== Stored data
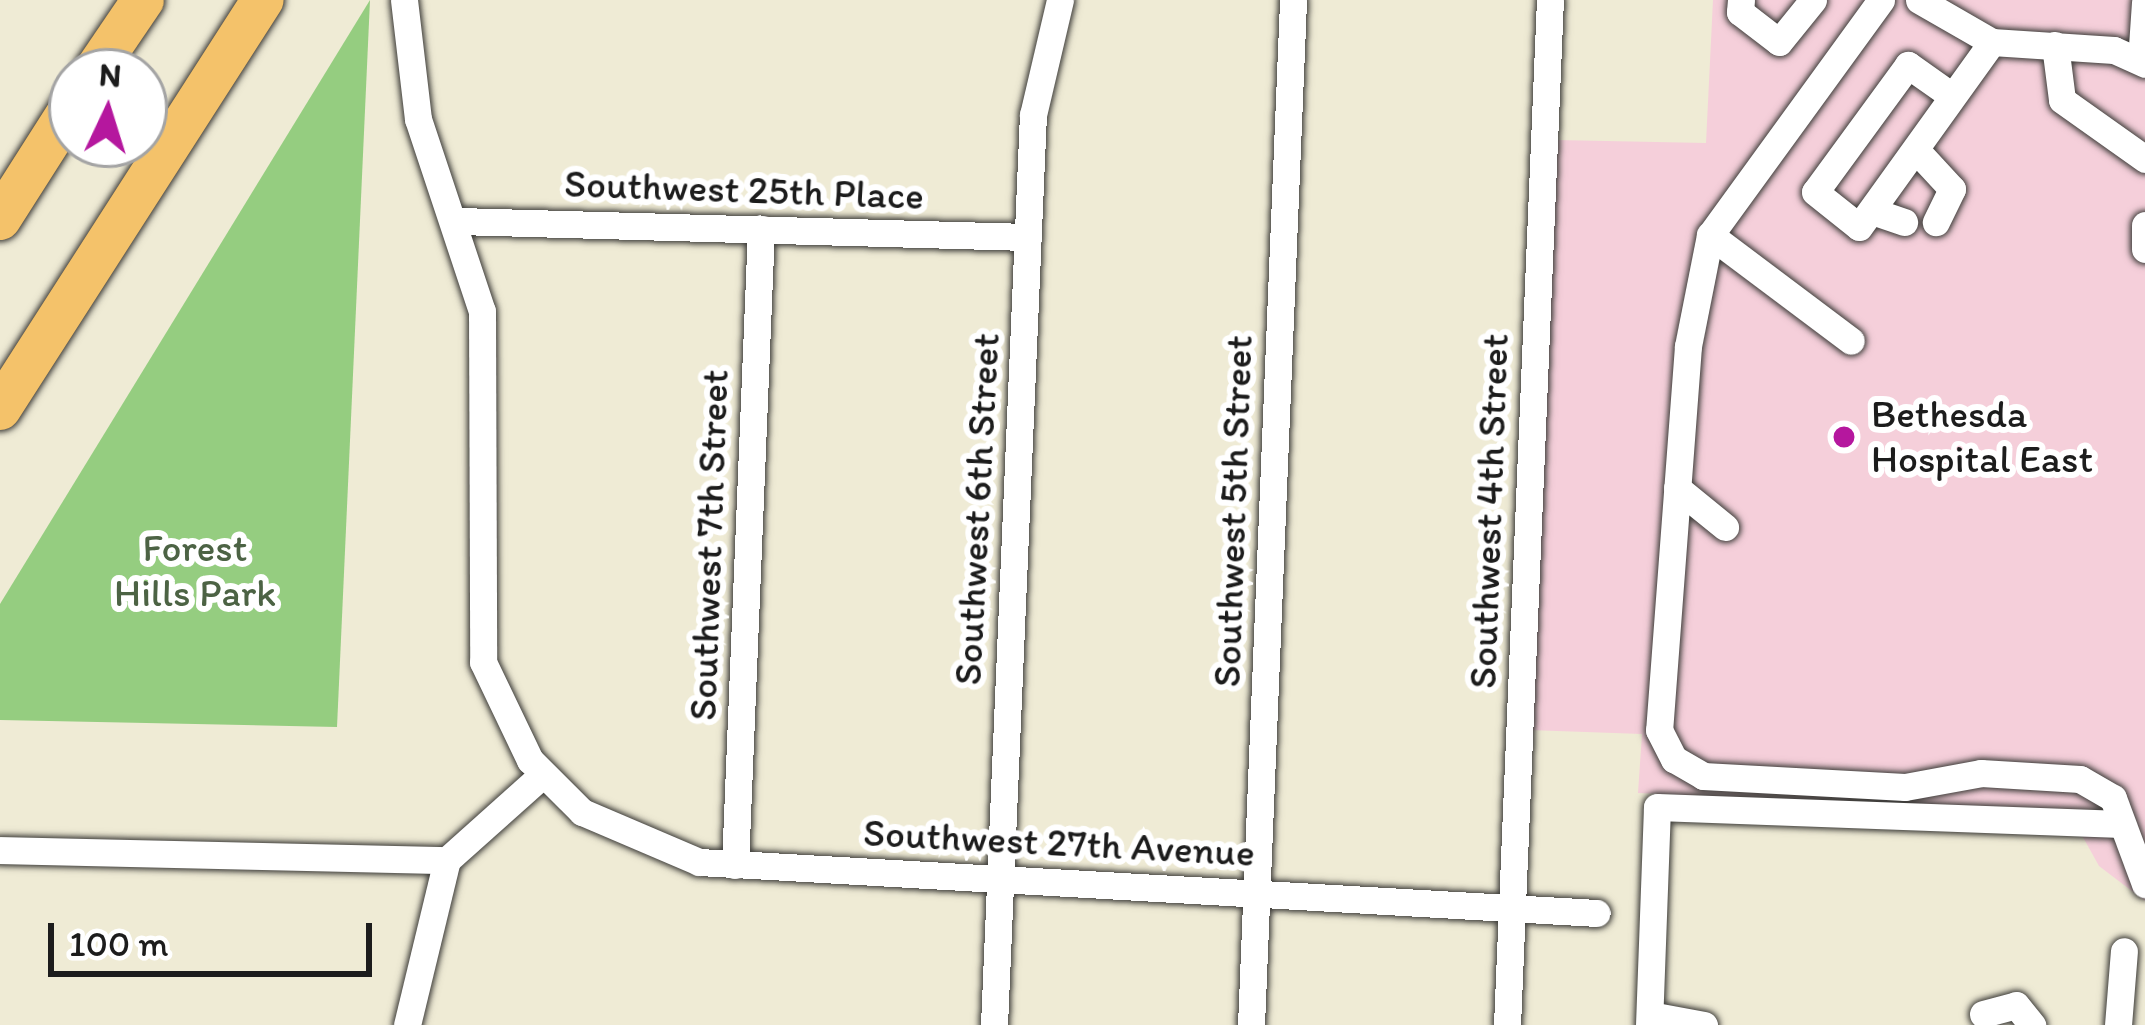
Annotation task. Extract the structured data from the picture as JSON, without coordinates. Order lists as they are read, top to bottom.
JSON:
{
  "streets": {
    "street": [
      "Southwest 25th Place",
      "Southwest 6th Street",
      "Southwest 5th Street",
      "Southwest 4th Street",
      "Southwest 7th Street",
      "Southwest 27th Avenue"
    ]
  },
  "crossings": [
    ["Southwest 25th Place", "Southwest 6th Street"],
    ["Southwest 25th Place", "Southwest 7th Street"],
    ["Southwest 6th Street", "Southwest 27th Avenue"],
    ["Southwest 5th Street", "Southwest 27th Avenue"],
    ["Southwest 4th Street", "Southwest 27th Avenue"],
    ["Southwest 7th Street", "Southwest 27th Avenue"]
  ],
  "parks": ["Forest Hills Park"],
  "places": ["Bethesda Hospital East"],
  "scale_bar": "100 m",
  "north": "top"
}
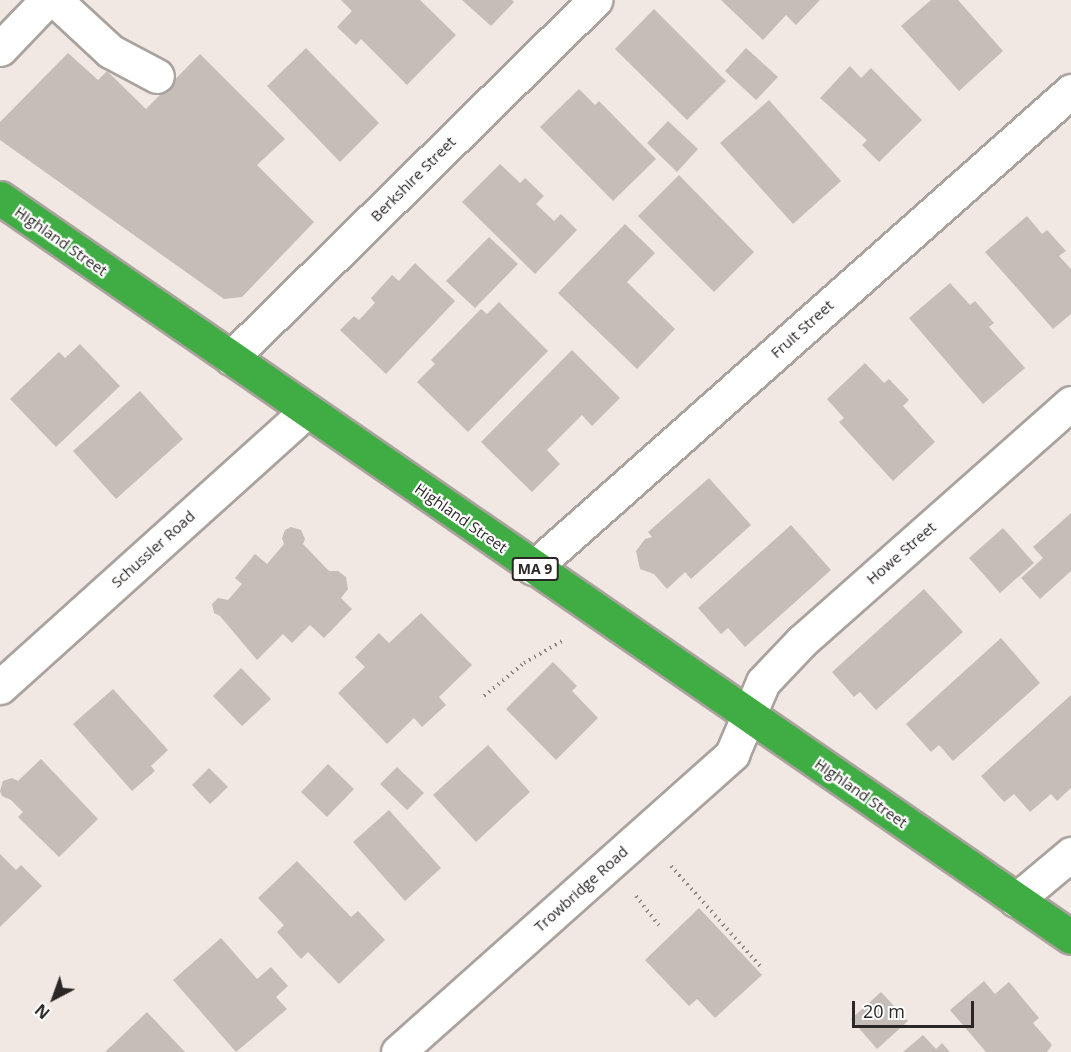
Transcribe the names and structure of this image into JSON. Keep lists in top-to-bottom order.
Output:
{
  "streets": {
    "highway": ["Highland Street", "MA 9"],
    "street": [
      "Berkshire Street",
      "Fruit Street",
      "Schussler Road",
      "Howe Street",
      "Trowbridge Road"
    ]
  },
  "crossings": [
    ["Berkshire Street", "Highland Street"],
    ["Highland Street", "Fruit Street"],
    ["Highland Street", "Schussler Road"],
    ["Highland Street", "Howe Street"],
    ["Highland Street", "Trowbridge Road"],
    ["Howe Street", "Trowbridge Road"]
  ],
  "scale_bar": "20 m",
  "north": "bottom left"
}
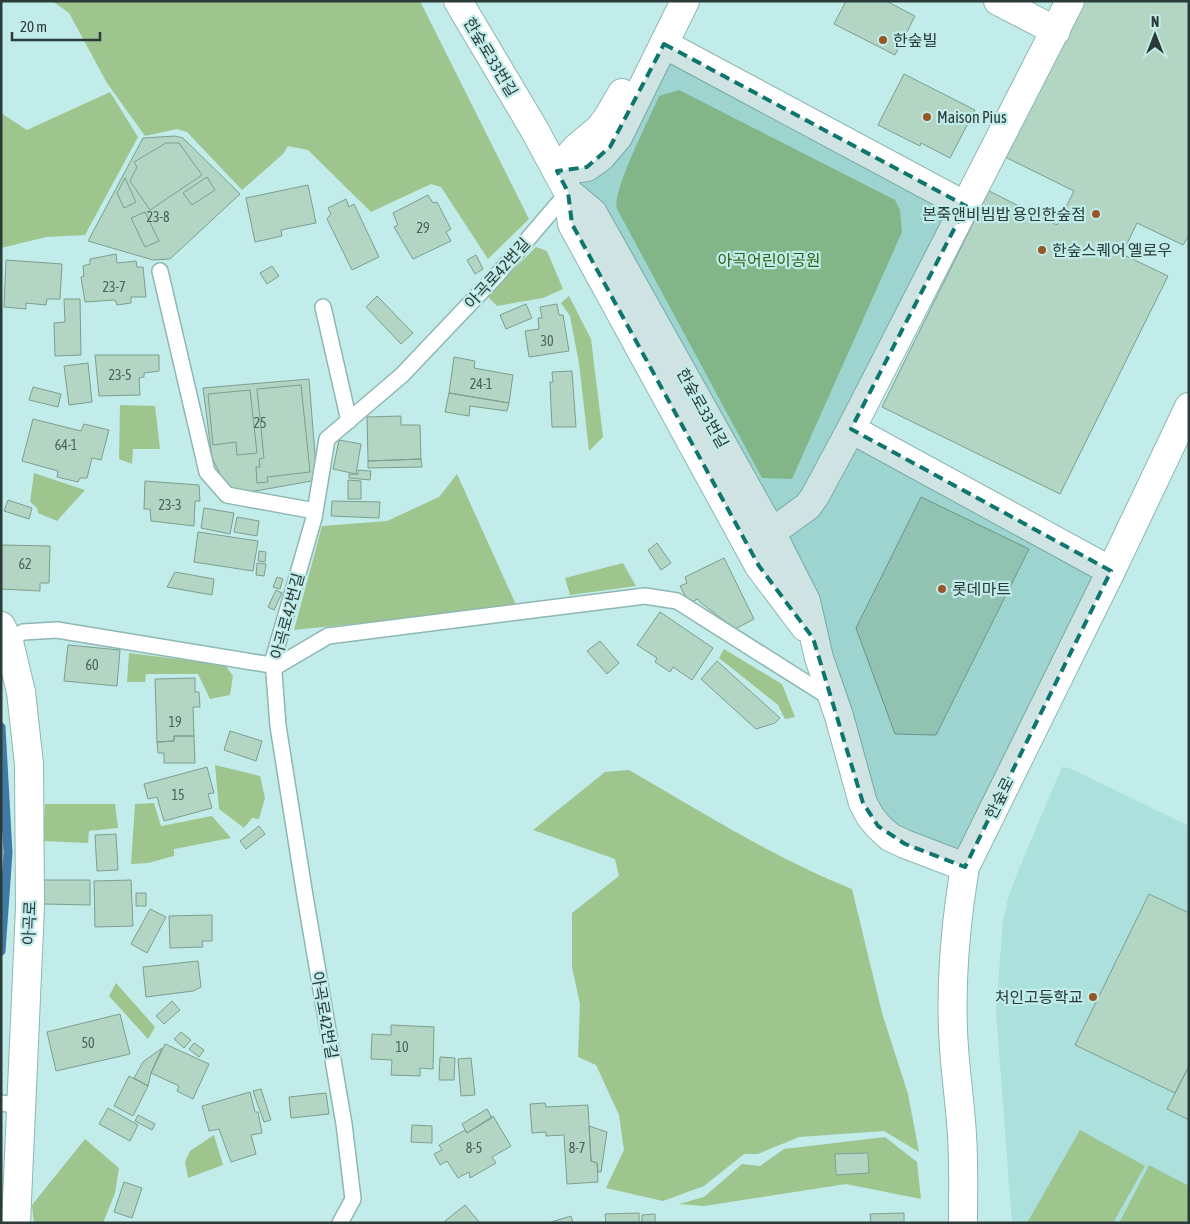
====
- **What you should do**: A word-for-word copy of the entries is needed, with no pictures in it.

- **Exercise answer**:
Annotation task. Extract the structured data from the picture as JSON, without coordinates. Order lists as they are read, top to bottom.
JSON:
{
  "streets": {
    "street": [
      "Southwest 25th Place",
      "Southwest 6th Street",
      "Southwest 5th Street",
      "Southwest 4th Street",
      "Southwest 7th Street",
      "Southwest 27th Avenue"
    ]
  },
  "crossings": [
    ["Southwest 25th Place", "Southwest 6th Street"],
    ["Southwest 25th Place", "Southwest 7th Street"],
    ["Southwest 6th Street", "Southwest 27th Avenue"],
    ["Southwest 5th Street", "Southwest 27th Avenue"],
    ["Southwest 4th Street", "Southwest 27th Avenue"],
    ["Southwest 7th Street", "Southwest 27th Avenue"]
  ],
  "parks": ["Forest Hills Park"],
  "places": ["Bethesda Hospital East"],
  "scale_bar": "100 m",
  "north": "top"
}
Transcribe the names and structure of this image into JSON. Keep lists in top-to-bottom order.
Output:
{
  "streets": {
    "highway": ["Highland Street", "MA 9"],
    "street": [
      "Berkshire Street",
      "Fruit Street",
      "Schussler Road",
      "Howe Street",
      "Trowbridge Road"
    ]
  },
  "crossings": [
    ["Berkshire Street", "Highland Street"],
    ["Highland Street", "Fruit Street"],
    ["Highland Street", "Schussler Road"],
    ["Highland Street", "Howe Street"],
    ["Highland Street", "Trowbridge Road"],
    ["Howe Street", "Trowbridge Road"]
  ],
  "scale_bar": "20 m",
  "north": "bottom left"
}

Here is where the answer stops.